Because of the way it’s been designed on a constricted court you will spend most of the time in-game standing in the same spot. That means the motion-sickness you might get from lurching around isn’t there so you can just concentrate on the game itself. And it also means you can stay courtside as long as you want to play, not just how long your inner ear can cope with.
“We needed to make a game with this generation of hardware,” explains Godat. “We know that you’re going to have a tether. First and foremost I don’t care how much empty space the average person has in their house you’re tethered to a computer so we can’t design something that makes you garrote wire yourself on a regular basis.”

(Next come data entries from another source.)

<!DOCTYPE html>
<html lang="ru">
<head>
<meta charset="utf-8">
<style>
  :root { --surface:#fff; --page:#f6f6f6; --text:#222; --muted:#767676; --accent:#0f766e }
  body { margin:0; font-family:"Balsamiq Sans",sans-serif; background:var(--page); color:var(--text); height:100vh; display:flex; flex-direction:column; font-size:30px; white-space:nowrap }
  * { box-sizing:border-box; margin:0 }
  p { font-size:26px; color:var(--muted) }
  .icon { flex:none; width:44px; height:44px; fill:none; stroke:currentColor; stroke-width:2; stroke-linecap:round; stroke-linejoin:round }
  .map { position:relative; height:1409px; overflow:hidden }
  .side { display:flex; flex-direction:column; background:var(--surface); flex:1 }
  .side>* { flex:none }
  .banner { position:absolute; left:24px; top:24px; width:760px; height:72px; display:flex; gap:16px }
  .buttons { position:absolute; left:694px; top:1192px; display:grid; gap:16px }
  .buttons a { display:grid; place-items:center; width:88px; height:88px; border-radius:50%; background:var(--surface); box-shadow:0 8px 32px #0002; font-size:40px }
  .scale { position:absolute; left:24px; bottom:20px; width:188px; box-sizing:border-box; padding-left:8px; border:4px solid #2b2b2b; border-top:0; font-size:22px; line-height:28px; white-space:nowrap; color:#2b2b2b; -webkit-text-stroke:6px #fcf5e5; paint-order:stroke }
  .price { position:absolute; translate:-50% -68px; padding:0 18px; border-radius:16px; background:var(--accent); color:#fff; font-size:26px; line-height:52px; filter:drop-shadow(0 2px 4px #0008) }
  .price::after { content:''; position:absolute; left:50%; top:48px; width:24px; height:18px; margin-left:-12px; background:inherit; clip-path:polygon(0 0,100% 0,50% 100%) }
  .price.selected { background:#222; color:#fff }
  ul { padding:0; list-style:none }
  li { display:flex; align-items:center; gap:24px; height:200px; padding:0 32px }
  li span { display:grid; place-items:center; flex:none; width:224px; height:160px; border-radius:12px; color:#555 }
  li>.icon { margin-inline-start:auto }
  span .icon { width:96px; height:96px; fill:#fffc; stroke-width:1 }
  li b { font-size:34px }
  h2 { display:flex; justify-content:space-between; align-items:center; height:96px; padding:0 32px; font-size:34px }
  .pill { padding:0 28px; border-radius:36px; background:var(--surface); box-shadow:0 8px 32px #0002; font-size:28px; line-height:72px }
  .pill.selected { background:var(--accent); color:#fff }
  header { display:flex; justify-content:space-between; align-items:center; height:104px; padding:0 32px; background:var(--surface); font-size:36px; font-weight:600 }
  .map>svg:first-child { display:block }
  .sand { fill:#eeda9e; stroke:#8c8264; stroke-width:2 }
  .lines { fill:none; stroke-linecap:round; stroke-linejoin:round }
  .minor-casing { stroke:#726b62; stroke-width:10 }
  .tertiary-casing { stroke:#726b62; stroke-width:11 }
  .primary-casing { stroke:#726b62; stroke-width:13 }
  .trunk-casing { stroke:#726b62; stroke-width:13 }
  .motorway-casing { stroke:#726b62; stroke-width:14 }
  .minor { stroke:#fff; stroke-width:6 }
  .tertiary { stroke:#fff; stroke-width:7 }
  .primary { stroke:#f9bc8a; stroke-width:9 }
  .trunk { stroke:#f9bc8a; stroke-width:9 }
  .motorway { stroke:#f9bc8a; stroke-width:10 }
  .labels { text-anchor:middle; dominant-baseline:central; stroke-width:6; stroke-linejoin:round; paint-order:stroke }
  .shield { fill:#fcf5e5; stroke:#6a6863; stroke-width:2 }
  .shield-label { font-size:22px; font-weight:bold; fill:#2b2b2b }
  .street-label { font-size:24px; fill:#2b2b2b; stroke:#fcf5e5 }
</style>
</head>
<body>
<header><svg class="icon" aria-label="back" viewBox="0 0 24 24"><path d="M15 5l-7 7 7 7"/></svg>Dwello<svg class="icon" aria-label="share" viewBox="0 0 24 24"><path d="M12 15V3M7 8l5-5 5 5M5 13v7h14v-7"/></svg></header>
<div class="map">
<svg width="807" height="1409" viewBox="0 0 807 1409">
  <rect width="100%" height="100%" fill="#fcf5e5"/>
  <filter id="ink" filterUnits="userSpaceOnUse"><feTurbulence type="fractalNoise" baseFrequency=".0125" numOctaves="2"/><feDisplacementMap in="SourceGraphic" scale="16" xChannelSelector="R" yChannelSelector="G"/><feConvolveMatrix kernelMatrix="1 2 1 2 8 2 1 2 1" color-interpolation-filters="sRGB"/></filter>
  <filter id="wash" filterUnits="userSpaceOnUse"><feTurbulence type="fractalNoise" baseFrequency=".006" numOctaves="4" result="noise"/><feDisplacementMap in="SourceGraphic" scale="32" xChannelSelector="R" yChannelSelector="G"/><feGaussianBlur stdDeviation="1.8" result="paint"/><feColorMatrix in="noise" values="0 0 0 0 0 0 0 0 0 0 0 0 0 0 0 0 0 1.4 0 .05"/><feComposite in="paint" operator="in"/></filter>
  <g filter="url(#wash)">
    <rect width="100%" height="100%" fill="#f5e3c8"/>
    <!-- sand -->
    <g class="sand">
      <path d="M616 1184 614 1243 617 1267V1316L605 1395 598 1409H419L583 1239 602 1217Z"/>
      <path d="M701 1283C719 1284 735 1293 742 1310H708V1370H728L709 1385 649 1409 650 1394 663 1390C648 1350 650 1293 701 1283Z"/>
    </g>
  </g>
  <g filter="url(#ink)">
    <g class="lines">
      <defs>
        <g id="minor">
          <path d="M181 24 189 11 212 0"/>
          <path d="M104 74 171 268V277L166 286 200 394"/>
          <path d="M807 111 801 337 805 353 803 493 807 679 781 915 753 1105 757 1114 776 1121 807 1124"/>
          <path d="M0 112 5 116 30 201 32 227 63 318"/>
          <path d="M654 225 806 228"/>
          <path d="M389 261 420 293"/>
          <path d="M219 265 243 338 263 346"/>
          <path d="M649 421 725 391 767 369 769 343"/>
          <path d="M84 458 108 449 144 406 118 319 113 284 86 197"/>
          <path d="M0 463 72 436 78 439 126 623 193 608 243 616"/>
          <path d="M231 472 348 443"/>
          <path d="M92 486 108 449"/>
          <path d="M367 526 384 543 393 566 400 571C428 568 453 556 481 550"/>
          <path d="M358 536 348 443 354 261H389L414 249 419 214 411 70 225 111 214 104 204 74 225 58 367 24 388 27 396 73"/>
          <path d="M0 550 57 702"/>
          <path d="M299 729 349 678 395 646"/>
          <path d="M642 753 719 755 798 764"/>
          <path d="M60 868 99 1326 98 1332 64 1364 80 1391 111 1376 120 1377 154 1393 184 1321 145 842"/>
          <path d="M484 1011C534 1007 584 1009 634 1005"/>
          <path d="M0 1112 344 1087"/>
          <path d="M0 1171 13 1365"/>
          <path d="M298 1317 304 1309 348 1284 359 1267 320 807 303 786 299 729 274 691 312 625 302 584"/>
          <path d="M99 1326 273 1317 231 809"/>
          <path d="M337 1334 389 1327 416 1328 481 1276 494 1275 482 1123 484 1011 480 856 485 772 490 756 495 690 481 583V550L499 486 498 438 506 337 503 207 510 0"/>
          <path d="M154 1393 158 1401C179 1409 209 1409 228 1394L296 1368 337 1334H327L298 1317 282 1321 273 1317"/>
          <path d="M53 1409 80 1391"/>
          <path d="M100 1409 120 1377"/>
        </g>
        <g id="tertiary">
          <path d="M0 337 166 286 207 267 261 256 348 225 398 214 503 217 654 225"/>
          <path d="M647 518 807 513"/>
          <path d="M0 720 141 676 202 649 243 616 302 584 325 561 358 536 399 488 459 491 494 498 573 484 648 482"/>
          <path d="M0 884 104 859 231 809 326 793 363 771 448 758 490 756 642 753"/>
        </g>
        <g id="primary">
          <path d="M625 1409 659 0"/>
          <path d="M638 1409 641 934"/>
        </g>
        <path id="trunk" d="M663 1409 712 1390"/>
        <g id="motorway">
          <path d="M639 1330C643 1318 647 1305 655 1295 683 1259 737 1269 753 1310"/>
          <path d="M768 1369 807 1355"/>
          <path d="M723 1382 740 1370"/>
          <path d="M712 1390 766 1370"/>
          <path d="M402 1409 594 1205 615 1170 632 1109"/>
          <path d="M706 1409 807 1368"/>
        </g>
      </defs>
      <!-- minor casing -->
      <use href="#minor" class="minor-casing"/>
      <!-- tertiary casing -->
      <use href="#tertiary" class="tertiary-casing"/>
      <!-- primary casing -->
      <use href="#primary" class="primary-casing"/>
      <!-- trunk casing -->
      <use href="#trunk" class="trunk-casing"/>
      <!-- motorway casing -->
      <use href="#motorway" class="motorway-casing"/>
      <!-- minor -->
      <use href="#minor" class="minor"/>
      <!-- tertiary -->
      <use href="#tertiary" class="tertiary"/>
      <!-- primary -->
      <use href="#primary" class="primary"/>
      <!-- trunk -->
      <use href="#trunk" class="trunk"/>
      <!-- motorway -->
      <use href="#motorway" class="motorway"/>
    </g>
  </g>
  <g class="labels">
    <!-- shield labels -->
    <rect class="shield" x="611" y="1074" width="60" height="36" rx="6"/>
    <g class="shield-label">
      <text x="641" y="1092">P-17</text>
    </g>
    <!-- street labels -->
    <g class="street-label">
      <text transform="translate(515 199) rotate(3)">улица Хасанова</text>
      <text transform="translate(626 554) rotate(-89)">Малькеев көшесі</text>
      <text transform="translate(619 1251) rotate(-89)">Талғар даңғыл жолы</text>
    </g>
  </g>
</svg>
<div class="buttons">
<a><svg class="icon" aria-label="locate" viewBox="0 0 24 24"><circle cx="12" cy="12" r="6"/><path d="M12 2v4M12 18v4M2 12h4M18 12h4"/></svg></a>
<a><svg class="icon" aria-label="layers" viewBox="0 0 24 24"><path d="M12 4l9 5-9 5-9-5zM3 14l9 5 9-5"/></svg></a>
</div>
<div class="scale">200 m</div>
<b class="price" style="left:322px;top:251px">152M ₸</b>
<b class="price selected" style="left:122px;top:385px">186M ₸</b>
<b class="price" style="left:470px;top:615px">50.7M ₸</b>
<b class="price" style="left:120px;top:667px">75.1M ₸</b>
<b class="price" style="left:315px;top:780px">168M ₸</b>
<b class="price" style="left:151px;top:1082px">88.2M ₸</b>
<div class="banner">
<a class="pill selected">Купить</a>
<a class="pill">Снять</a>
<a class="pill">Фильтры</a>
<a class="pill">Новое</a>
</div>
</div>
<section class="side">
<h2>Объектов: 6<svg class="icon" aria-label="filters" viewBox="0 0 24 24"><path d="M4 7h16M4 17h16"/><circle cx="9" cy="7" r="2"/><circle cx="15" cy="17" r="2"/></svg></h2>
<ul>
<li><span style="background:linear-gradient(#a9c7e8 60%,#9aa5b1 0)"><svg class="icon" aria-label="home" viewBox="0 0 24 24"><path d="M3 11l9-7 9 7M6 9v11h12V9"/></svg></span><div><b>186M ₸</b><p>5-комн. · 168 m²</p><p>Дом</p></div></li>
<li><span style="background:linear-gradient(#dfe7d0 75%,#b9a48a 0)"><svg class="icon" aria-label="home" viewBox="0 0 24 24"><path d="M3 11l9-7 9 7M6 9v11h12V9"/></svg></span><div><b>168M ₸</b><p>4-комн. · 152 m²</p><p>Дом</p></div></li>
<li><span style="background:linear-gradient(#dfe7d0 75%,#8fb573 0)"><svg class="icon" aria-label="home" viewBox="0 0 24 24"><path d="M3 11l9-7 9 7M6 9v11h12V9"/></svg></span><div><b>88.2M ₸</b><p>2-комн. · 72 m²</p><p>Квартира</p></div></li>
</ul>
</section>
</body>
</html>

CCP are trying to create a social element on the spectator side too. When you log in to a server you are initially placed on the outside of the actual court, but are also many times bigger than you will appear while playing. If you log into a court with a game in progress that means you can stand around the outside and watch what’s going on. It is though a rather unnerving experience to be on the court when a giant head looms into view above you.
“We want people to feel like they’re in the space together,” he explains. “The example of court-side that I give is the old days when I’d go to the arcades to play Street Fighter 2 against the local champ who’d be standing there on the left side and everybody’s on the right side, lined up waiting to battle it out. We’re not trying to recreate something because we thought people liked standing in line to play Street Fighter, it’s because that’s a really compelling experience.”
“And you have to be able to read the person’s body,” continues Godat. “We want when somebody does something physically impressive in our game we want people to see it and recognise and go ‘that was pretty crazy!’ That kind of social interaction is very critical. Sportsmanlike conduct is a legitimate thing in the world. People get fired up, especially with physical action. In real world sports people get fired the fuck up. They get aggro, they get adrenalin pumping and you’ve got to come back to the fact that you’re playing with other human beings. You have treat people with some amount of respect or it’s not sports, it’s war.”
Sparc isn’t going to become the killer app for bringing people into the world of virtual reality. The simple graphics and gameplay aren’t going to be able to suddenly have people desperate to drop a ton of cash on a headset and controllers for their PC, but I stil wouldn’t be at all surprised if it became the most-played VR game.
It’s these sorts of mechanical multiplayer games which the ecosystem needs right now and Sparc is the sort of virtually real sport that could enthuse and seriously engage the existing VR userbase.
Sparc feels startlingly real. It feels real when you’re on court, not like you’re playing in a computer. CCP have genuinely created a new sport. It’s simple, but engaging, physical, tactical and compulsive.
“It’s funny for virtual reality,” Godat says as we part company, “it’s the reality bit that’s the coolest part.”